And guess what? To support my writing flow, a lovely little book jumped out at me at the library. It's called The Tao of Writing by Ralph L. Wahlstrom and since I already have a passion for Lao-tzu's Tao Te Ching, is it any wonder this book caught my eye?

Wahlstrom says:

"As with much in life, when we try to force the writing, we often end up with uninteresting, barren, joyless text; when we tap into the flow, we are likely to find ourselves carried along on a joyful, creative, fulfilling stream."

Here's to trusting that I will complete each of these manuscripts in their own good time by being in the flow...

Thursday, July 18, 2013

I'm Sold on Scrivener

Because of a recommendation by The Writer's Circle, I decided to download the free trial of Scrivener. And you can color me happy now because Scrivener is an amazing organizational software program, one that just might provide me with the structure and support I need to get productive again on my novel!

One reason that I've been struggling in trying to organize my messy manuscript is that I have a lovely but tiny study that doesn't really lend itself to a physical whiteboard or corkboard. Wall #1 has a large window, wall #2 has a floor-to-ceiling bookcase plus a doorway to the back of the house, wall #3 has a closet, and wall #4 has glass-panel double-doors that open into the living room. Also, when the small space starts to become cluttered with papers, my mind becomes scattery (a new word? LOL "scattered" seems so sedentary for what's going on inside my skull) and my thoughts fly all over the place! Not helpful.

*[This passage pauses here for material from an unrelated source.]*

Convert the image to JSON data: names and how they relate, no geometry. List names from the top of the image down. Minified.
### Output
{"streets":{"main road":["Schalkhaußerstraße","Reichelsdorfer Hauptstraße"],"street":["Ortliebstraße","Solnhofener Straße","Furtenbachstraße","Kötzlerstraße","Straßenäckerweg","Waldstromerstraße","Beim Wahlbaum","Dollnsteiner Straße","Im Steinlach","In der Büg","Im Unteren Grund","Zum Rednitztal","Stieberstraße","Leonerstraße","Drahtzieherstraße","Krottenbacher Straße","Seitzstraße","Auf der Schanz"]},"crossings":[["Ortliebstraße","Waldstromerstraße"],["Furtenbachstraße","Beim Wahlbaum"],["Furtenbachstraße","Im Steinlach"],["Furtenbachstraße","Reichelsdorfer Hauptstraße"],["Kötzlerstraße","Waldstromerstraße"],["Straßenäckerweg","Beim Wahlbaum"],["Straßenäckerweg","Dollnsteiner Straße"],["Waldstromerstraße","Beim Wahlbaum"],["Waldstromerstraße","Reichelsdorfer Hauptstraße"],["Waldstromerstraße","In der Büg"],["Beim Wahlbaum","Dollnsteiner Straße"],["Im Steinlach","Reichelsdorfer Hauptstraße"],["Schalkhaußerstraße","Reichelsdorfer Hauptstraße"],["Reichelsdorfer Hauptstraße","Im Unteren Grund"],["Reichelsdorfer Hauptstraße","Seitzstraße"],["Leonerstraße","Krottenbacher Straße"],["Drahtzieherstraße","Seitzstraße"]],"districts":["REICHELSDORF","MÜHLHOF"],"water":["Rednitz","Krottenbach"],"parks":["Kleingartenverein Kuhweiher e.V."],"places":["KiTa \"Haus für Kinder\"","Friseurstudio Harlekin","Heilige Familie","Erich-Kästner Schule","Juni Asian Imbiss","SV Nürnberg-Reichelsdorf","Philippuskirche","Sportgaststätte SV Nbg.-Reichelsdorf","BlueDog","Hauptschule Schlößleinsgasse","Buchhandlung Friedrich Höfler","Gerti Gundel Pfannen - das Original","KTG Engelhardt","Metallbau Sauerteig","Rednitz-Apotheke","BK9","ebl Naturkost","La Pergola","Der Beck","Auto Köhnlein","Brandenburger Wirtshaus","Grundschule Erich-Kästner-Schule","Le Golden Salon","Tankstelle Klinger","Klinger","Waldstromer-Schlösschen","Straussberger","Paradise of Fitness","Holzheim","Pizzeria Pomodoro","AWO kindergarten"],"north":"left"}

Unlike my previous novels that seemed to write themselves clearly start to finish, the manuscript for my current novel is-- as I've probably griped about quite a few times already in this blog--filled with scenes and characters connected by threads that have become far too entangled for me to sort in my head. The 3-ring-binder approach just isn't working for me, and I've never been one for index cards.

I've been feeling quite out of my depth!

In steps Mr. Scrivener and I feel like I might be able to again see where I'm going. Phew... (imagine me doing a happy dance in my study)

Anyone else use this program or a similar one?


Tuesday, July 16, 2013

Monsoon 2013

In the Sonoran Desert, let me tell you that I have a whole new appreciation for rain! Especially after the skin-chapping three months we just had of a hot, dry spring! So, I'm sharing my itty-bitty video of Sunday's rain. I always go out and stand in the rain for a few minutes; it seems disrespectful not to!



And look at this beautiful microburst video from July 1.



However, it's not just the extreme dryness of spring and then the rainfall in summer that's thrown me because the monsoon season in Tucson can also result in flash floods. Some of these in the past have been very destructive, washing away homes as well as cars.

Sure, I know. Most of you reading this are like I was before and rain storms are the norm for you and where you live. They're beautiful and fascinating and much appreciated for making the gardens grow. But trust me. This is my third Arizona monsoon and the rainfall becomes more of an event for me each year.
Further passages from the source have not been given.